**Work task**
In the entries below, find the line with "0 #a4b6af) drop-shadow(-2px" and the line with "0 #c1cac7) drop-shadow(-2px". Reproduce those two lines and every line between them exactly, and nothing more.

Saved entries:
----------------------------------------
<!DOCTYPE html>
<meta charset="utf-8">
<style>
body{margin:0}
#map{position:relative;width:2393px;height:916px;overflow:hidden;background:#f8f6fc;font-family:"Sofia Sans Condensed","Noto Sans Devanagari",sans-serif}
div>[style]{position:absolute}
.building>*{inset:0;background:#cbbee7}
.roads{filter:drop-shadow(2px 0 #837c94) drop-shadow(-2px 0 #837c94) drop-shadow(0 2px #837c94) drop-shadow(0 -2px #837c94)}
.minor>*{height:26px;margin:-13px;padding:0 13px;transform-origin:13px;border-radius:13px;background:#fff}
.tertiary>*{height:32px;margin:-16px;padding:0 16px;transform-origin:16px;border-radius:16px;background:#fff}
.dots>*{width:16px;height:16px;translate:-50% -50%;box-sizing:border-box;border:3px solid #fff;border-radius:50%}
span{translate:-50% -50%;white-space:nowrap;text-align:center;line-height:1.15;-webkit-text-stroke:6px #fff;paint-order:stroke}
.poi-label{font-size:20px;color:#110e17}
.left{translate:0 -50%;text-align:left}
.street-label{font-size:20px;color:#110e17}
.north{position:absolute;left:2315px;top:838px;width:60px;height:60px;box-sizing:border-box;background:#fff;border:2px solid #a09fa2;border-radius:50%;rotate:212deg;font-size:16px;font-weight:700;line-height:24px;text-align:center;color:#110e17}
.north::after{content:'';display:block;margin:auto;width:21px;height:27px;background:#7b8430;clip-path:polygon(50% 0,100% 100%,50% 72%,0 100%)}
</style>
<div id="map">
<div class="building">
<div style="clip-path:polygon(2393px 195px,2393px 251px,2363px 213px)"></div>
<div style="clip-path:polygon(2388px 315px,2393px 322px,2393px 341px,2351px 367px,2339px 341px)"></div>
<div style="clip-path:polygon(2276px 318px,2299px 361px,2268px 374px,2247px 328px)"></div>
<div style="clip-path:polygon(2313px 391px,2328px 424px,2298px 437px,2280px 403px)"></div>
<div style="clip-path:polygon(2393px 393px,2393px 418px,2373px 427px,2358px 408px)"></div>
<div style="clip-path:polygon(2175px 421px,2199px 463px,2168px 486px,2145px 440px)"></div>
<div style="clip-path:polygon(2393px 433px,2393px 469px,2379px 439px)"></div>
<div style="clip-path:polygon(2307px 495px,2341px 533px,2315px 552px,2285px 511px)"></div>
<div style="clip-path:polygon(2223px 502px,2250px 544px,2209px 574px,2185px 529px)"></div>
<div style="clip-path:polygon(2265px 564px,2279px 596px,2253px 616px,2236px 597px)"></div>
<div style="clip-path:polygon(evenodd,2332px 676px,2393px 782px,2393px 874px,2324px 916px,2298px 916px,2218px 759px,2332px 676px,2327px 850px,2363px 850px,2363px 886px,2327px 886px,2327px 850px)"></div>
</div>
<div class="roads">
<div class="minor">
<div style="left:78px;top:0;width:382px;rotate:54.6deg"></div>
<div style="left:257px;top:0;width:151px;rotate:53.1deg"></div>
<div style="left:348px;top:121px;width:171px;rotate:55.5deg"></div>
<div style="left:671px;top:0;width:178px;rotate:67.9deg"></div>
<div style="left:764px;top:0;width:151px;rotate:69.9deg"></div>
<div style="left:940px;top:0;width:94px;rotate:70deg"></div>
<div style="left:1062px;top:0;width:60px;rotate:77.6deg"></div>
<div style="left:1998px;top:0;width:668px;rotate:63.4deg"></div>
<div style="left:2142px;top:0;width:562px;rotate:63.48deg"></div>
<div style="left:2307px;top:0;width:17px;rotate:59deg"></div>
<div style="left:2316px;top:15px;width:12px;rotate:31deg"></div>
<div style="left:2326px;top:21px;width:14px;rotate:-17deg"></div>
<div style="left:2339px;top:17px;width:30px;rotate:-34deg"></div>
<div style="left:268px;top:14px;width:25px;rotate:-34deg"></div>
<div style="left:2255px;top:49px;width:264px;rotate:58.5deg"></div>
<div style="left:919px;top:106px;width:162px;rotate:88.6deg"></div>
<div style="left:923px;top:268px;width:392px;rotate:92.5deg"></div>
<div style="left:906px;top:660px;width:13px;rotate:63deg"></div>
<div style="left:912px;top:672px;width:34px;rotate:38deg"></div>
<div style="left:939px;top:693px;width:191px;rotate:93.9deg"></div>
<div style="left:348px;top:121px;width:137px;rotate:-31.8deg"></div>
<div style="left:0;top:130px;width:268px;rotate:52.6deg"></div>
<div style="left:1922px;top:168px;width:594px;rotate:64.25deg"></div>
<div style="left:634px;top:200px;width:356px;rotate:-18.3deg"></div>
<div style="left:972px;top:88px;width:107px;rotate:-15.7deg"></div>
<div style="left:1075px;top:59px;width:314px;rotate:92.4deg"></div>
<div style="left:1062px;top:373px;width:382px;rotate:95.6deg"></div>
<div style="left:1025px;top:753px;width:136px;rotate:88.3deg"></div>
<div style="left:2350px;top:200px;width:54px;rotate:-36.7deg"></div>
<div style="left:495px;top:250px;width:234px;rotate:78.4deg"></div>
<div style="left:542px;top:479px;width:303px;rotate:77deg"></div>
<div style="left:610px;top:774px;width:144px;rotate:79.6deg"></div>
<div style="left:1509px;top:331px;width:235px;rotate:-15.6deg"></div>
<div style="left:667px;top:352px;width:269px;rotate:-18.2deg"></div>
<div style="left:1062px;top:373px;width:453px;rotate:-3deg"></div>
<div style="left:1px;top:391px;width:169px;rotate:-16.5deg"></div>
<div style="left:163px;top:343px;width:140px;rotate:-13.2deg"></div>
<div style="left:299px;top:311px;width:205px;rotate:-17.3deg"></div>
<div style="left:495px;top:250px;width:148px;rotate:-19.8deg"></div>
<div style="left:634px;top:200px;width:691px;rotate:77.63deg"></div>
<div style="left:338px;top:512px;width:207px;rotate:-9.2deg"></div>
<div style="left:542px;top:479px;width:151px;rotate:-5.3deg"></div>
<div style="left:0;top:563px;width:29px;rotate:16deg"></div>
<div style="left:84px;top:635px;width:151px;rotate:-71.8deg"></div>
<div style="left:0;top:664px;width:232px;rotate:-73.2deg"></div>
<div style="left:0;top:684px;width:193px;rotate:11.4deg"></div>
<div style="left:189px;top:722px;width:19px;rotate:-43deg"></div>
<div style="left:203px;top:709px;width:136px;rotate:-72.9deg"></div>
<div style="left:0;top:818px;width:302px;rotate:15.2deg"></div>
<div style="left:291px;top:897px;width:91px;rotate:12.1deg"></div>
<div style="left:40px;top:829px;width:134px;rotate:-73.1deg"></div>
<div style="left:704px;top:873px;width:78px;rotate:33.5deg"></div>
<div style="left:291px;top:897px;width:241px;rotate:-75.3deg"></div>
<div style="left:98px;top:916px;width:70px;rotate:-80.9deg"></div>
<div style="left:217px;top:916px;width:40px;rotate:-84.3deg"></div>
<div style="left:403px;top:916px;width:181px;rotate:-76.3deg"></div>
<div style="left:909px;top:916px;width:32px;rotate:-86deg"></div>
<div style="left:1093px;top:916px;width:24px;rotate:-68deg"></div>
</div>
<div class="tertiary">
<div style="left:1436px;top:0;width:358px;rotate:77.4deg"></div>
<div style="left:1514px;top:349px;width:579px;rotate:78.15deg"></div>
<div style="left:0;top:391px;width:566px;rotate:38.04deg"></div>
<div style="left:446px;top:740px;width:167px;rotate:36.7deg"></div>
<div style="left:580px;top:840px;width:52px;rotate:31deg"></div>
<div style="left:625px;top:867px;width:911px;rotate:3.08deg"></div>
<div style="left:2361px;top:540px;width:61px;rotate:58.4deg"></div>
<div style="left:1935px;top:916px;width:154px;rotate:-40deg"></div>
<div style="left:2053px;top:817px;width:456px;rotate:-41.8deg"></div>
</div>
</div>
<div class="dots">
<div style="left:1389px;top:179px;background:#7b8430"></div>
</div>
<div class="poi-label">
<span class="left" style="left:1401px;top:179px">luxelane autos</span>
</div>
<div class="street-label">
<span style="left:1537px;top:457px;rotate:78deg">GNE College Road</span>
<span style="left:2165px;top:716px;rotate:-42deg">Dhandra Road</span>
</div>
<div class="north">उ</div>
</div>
----------------------------------------
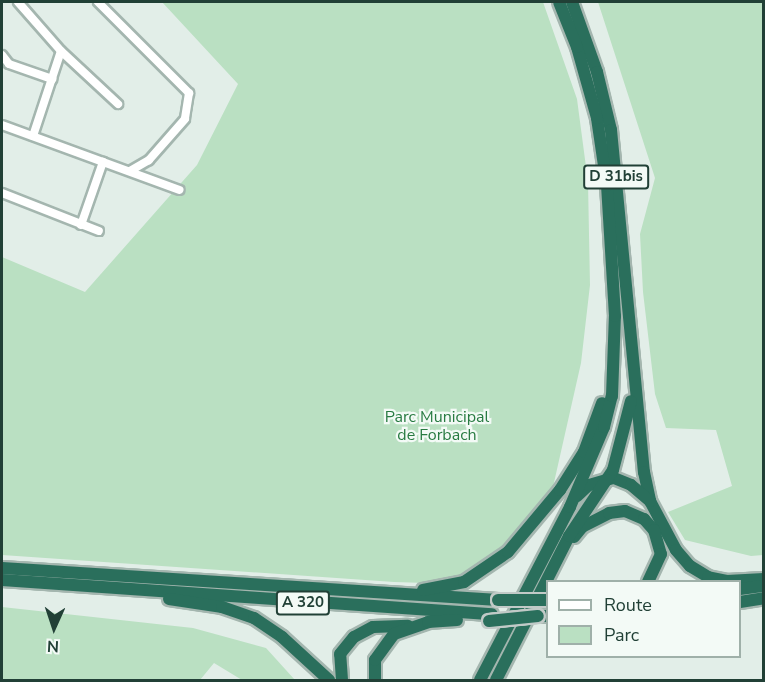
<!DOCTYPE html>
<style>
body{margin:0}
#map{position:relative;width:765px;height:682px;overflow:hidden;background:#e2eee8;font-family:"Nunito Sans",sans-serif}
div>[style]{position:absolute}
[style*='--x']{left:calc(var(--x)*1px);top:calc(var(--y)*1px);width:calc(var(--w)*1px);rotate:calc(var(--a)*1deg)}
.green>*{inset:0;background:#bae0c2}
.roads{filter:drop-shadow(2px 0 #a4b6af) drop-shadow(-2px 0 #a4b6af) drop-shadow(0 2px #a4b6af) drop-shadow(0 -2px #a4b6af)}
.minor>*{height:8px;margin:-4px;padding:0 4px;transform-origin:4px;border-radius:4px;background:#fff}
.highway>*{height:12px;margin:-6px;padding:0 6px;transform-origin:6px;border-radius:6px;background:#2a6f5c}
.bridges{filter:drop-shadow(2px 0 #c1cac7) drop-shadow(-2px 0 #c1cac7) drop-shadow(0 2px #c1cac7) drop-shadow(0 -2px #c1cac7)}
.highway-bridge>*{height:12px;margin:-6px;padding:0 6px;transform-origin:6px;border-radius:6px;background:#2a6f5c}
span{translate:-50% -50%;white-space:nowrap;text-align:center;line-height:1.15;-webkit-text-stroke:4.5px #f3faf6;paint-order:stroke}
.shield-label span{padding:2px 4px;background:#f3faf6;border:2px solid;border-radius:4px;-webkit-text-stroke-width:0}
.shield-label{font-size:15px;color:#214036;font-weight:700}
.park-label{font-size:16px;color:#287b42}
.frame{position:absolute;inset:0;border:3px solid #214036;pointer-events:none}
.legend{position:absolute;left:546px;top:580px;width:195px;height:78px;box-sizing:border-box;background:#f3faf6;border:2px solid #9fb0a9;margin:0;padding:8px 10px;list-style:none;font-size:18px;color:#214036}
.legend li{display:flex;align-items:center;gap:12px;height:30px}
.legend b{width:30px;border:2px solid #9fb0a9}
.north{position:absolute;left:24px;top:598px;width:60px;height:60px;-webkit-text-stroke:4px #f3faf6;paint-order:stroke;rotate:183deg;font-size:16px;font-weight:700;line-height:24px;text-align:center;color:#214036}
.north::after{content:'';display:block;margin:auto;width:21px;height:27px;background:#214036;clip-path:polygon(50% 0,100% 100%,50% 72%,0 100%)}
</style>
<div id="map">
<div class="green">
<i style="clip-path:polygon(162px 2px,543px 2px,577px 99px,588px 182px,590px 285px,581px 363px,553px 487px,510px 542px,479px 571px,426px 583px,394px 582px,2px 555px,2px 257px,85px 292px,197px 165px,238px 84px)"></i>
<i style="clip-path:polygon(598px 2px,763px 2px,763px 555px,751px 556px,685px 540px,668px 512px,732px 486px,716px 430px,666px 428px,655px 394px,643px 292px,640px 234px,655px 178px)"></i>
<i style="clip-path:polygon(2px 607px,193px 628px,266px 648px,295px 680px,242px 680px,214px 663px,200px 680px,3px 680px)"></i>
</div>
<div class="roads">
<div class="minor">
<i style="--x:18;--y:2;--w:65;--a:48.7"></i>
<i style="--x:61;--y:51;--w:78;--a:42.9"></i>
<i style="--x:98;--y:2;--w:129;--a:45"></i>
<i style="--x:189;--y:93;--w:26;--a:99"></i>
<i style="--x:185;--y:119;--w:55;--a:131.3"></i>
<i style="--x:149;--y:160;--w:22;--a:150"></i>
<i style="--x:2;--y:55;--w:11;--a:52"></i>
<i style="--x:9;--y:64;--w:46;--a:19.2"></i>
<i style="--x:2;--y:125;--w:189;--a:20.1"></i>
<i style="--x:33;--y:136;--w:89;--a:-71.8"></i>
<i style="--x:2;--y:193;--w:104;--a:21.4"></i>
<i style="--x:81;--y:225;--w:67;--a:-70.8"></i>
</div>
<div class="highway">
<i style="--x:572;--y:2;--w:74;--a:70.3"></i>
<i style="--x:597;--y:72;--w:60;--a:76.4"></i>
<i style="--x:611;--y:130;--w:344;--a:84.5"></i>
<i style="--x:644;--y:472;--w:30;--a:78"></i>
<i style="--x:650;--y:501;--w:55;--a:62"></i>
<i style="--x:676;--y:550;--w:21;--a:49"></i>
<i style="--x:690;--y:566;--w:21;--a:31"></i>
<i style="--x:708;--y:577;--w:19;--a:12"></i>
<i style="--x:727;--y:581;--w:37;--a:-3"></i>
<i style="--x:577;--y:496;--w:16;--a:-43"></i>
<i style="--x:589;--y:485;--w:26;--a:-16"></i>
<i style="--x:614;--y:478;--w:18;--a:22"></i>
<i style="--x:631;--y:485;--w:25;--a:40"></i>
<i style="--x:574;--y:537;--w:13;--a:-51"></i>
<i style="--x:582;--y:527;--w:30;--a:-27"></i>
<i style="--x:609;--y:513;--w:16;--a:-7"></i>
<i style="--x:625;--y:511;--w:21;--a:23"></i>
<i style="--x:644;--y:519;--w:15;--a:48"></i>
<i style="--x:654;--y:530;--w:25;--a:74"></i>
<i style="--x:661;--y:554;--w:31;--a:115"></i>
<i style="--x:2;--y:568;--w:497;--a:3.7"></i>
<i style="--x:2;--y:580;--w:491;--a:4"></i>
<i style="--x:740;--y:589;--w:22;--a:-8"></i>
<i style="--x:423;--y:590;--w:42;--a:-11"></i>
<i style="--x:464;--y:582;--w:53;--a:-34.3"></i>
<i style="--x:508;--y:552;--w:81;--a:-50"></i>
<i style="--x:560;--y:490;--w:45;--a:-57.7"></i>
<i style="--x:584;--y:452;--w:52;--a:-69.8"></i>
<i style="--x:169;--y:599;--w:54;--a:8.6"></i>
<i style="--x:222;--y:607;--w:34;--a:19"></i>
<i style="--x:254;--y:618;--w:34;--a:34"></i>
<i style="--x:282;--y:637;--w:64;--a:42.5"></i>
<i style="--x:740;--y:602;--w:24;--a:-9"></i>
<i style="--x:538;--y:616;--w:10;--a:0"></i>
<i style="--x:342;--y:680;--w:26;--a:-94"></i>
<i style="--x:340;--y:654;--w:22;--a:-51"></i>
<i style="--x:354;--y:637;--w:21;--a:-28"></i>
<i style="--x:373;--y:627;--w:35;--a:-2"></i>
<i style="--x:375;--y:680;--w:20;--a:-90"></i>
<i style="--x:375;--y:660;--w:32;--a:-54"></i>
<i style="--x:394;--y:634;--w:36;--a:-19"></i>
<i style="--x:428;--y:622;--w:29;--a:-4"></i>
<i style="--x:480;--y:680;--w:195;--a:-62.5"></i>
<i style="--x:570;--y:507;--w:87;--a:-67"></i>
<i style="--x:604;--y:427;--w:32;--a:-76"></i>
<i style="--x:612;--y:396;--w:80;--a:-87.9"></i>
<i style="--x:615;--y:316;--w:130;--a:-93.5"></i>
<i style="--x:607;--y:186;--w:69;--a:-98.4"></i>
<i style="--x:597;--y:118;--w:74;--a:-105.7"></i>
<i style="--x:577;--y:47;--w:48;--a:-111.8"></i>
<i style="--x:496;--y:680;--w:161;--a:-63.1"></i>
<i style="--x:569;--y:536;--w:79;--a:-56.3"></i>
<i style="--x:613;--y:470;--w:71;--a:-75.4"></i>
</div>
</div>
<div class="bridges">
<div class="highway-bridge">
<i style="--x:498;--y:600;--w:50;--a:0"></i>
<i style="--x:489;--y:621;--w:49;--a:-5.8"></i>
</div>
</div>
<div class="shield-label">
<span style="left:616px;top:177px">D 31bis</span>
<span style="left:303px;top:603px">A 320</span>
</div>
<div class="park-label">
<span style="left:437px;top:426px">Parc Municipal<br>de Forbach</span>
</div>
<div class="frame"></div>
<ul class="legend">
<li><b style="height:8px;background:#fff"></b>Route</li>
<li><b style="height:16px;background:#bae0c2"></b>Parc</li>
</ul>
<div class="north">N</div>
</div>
----------------------------------------
**Your response**
.roads{filter:drop-shadow(2px 0 #a4b6af) drop-shadow(-2px 0 #a4b6af) drop-shadow(0 2px #a4b6af) drop-shadow(0 -2px #a4b6af)}
.minor>*{height:8px;margin:-4px;padding:0 4px;transform-origin:4px;border-radius:4px;background:#fff}
.highway>*{height:12px;margin:-6px;padding:0 6px;transform-origin:6px;border-radius:6px;background:#2a6f5c}
.bridges{filter:drop-shadow(2px 0 #c1cac7) drop-shadow(-2px 0 #c1cac7) drop-shadow(0 2px #c1cac7) drop-shadow(0 -2px #c1cac7)}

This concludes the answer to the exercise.